Re: IEEE128 binary float to decimal float conversion routines
- From: Steven Munroe <munroesj at linux dot vnet dot ibm dot com>
- To: Joseph Myers <joseph at codesourcery dot com>
- Cc: Steve Munroe <sjmunroe at us dot ibm dot com>, "libc-alpha at sourceware dot org" <libc-alpha at sourceware dot org>, Michael R Meissner <mrmeissn at us dot ibm dot com>, "Paul E. Murphy" <murphyp at linux dot vnet dot ibm dot com>, Tulio Magno Quites Machado Filho <tuliom at linux dot vnet dot ibm dot com>
- Date: Tue, 08 Dec 2015 11:16:39 -0600
- Subject: Re: IEEE128 binary float to decimal float conversion routines
- Authentication-results: sourceware.org; auth=none
- References: <564A16D5 dot 3020105 at linux dot vnet dot ibm dot com> <alpine dot DEB dot 2 dot 10 dot 1511161803500 dot 30498 at digraph dot polyomino dot org dot uk> <564A6A90 dot 40607 at linux dot vnet dot ibm dot com> <alpine dot DEB dot 2 dot 10 dot 1511162356020 dot 32387 at digraph dot polyomino dot org dot uk> <201511180131 dot tAI1Vs2L023118 at d03av01 dot boulder dot ibm dot com> <alpine dot DEB dot 2 dot 10 dot 1511180144150 dot 2302 at digraph dot polyomino dot org dot uk> <201511182301 dot tAIN1Igc011083 at d03av02 dot boulder dot ibm dot com> <alpine dot DEB dot 2 dot 10 dot 1511182322260 dot 26547 at digraph dot polyomino dot org dot uk>
- Reply-to: munroesj at linux dot vnet dot ibm dot com
On Wed, 2015-11-18 at 23:53 +0000, Joseph Myers wrote:
> On Wed, 18 Nov 2015, Steve Munroe wrote:
> > > The problem I see is with the final "result = temp;" which converts
> > double
> > > to float.
> > >
> > > The earlier steps are probably accurate to within 1ulp. But if temp (a
> > > double) is half way between two representable float values - while the
> > > original argument is very close to that half way value, but not exact -
> > > then the final conversion will round to even, which may or may not be
> > > correct depending on which side of that double value the original
> > > _Decimal128 value was. (Much the same applies in other rounding modes
> > > when the double value equals a float value but the original value isn't
> > > exactly that float value.)
> > >
> > Would changing the the decimal to binary conversion to be round to odd,
> > offset the following round double to float?
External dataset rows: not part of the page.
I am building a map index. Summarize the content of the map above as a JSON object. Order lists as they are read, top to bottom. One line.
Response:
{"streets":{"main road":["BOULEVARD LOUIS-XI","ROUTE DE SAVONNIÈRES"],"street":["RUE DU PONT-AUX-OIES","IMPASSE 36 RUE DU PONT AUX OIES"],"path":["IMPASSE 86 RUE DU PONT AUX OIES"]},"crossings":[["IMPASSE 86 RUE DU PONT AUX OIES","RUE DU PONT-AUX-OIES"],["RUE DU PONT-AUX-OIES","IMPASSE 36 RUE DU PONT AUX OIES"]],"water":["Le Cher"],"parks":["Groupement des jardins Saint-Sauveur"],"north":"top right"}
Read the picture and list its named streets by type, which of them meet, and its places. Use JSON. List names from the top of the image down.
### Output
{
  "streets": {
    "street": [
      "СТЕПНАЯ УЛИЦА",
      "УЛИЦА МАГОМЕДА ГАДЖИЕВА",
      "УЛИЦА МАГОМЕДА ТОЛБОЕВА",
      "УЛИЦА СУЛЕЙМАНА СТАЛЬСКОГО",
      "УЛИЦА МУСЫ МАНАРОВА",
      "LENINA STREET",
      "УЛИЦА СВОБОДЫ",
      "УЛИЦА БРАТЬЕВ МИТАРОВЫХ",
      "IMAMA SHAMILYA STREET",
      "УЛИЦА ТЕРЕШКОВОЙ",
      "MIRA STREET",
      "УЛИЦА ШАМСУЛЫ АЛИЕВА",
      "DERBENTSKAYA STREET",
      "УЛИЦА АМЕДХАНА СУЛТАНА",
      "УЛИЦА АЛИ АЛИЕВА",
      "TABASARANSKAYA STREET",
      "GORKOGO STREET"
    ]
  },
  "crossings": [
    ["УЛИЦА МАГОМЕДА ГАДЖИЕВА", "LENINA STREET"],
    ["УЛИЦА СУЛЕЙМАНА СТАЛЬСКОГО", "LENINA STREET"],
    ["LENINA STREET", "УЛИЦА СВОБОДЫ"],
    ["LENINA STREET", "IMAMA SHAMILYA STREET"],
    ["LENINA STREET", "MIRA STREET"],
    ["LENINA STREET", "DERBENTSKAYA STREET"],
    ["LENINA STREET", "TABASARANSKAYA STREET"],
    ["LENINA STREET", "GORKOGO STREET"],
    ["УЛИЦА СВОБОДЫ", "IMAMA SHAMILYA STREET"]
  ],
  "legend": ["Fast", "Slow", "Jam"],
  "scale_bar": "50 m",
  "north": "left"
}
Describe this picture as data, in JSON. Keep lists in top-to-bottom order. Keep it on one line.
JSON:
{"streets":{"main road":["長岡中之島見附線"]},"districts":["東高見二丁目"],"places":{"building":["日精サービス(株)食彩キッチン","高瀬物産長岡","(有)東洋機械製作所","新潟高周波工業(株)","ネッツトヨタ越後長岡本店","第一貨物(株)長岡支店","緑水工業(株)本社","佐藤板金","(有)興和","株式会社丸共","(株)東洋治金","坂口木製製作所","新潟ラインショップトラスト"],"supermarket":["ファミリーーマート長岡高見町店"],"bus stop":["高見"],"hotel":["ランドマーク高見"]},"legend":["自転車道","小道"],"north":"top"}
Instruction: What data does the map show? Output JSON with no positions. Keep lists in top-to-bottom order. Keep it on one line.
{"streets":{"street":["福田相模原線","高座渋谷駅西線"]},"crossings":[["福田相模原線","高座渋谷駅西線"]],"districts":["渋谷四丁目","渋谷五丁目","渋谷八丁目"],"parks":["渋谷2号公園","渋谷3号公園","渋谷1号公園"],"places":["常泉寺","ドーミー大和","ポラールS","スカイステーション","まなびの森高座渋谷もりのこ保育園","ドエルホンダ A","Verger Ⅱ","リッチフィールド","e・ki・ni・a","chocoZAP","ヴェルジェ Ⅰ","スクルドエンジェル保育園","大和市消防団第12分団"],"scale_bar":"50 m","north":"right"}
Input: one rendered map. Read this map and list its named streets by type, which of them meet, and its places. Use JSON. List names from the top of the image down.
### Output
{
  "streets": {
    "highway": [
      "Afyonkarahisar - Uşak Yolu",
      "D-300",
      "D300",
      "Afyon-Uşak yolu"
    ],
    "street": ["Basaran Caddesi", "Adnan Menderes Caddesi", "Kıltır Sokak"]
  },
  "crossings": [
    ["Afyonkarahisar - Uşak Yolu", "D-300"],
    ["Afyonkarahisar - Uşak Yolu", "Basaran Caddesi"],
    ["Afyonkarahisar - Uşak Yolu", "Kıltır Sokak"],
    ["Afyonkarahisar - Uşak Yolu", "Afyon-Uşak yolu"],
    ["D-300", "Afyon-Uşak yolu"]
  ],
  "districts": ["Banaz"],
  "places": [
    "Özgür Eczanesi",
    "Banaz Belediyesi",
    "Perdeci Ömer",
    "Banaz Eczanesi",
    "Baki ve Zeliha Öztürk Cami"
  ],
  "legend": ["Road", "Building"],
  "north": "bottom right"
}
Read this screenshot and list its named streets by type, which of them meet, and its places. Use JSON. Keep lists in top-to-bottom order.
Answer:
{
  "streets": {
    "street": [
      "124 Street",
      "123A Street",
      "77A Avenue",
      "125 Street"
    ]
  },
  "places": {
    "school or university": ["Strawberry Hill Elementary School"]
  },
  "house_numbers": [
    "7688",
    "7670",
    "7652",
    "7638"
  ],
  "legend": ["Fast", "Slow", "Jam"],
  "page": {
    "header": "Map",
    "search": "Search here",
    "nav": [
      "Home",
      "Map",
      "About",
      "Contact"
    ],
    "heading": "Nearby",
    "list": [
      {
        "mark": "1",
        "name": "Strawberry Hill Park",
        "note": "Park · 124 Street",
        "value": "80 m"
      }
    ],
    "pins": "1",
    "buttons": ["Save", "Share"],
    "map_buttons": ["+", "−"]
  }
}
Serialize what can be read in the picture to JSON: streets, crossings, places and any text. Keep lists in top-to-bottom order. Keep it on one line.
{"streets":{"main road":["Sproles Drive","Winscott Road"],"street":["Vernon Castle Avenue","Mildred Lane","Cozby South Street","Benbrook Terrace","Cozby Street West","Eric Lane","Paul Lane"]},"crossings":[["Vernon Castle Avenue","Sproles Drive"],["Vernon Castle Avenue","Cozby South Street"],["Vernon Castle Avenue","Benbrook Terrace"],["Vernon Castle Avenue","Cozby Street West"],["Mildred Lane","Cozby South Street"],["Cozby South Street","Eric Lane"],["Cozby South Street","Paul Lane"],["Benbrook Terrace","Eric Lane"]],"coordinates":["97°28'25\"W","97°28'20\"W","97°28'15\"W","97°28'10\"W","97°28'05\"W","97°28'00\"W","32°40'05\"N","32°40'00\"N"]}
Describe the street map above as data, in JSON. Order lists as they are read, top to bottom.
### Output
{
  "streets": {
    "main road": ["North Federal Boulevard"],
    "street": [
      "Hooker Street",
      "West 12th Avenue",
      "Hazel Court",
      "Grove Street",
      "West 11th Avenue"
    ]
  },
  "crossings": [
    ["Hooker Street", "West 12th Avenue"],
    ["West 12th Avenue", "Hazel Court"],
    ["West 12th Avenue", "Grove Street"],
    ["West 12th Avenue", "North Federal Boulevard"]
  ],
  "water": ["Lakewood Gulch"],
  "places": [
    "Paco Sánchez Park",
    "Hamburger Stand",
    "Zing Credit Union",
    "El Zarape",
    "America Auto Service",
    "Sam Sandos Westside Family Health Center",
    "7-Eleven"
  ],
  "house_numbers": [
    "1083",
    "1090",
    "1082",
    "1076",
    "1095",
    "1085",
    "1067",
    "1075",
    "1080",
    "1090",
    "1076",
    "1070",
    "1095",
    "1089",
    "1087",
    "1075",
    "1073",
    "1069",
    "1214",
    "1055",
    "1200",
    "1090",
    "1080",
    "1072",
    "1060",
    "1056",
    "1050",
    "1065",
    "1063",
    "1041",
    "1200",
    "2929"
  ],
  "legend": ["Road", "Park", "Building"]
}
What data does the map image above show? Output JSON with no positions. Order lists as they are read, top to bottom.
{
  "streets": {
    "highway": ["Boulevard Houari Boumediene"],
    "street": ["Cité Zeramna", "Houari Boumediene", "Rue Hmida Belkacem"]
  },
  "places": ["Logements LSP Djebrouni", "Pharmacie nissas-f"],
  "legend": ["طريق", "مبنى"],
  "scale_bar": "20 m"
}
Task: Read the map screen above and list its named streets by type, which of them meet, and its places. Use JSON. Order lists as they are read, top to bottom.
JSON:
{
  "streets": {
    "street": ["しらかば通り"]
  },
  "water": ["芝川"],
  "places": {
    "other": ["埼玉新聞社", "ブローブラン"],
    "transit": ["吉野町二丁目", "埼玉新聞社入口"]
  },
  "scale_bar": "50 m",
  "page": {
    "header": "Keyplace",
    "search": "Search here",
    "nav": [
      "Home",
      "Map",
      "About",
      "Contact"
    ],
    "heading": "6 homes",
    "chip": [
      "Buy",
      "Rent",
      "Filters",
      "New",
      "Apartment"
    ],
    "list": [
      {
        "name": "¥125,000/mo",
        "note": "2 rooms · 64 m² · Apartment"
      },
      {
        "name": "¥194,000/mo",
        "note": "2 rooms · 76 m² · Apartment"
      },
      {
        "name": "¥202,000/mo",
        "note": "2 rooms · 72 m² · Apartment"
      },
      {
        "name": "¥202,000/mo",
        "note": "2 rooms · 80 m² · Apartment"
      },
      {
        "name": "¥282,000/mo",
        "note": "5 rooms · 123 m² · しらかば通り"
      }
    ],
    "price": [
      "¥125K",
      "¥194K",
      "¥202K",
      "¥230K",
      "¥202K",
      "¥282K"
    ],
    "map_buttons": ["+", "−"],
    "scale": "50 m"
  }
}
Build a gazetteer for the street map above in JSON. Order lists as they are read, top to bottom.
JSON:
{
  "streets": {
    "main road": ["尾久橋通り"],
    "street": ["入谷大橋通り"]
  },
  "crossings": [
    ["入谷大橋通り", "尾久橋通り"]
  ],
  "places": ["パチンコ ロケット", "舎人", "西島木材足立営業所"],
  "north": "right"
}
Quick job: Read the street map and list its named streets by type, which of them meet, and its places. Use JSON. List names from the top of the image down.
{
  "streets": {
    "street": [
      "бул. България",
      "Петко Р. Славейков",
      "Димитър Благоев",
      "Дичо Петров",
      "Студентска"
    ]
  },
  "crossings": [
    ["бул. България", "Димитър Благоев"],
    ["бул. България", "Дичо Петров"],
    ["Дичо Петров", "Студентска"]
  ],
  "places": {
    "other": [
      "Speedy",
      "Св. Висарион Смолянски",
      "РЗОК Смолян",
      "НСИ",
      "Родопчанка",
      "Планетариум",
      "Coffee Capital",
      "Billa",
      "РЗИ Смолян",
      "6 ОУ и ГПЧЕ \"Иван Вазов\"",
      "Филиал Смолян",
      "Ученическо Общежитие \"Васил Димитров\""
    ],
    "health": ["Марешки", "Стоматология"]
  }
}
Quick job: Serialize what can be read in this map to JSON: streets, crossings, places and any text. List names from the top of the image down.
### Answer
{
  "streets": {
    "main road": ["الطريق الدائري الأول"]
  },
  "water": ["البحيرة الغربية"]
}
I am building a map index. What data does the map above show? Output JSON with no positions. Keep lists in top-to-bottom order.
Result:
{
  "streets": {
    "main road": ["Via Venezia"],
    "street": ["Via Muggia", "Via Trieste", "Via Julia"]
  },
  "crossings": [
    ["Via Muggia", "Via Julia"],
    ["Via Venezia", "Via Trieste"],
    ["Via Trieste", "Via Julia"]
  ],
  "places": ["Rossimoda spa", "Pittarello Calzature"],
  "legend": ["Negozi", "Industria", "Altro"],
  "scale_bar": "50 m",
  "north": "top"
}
> > http://www.exploringbinary.com/gcc-avoids-double-rounding-errors-with-round-to-odd/
> No, because it would just offload the problem onto getting a conversion
> from _Decimal128 to double that is correctly rounded to odd, which is no
> easier (indeed, requires more work, not less) than the original problem of
> converting to float.
Joseph I think we are talking pass each other on this.
The PowerISA (2.05 and later ) Decimal Floating-point "Round to Prepare
for Shorter Precision" mode would not address the Decimal128
convert/truncate to shorter binary floating-point (double or float).
But it will address the Float128 convert/truncate to to shorter decimal
floating-pointer (_Decimal64 and _Decimal32).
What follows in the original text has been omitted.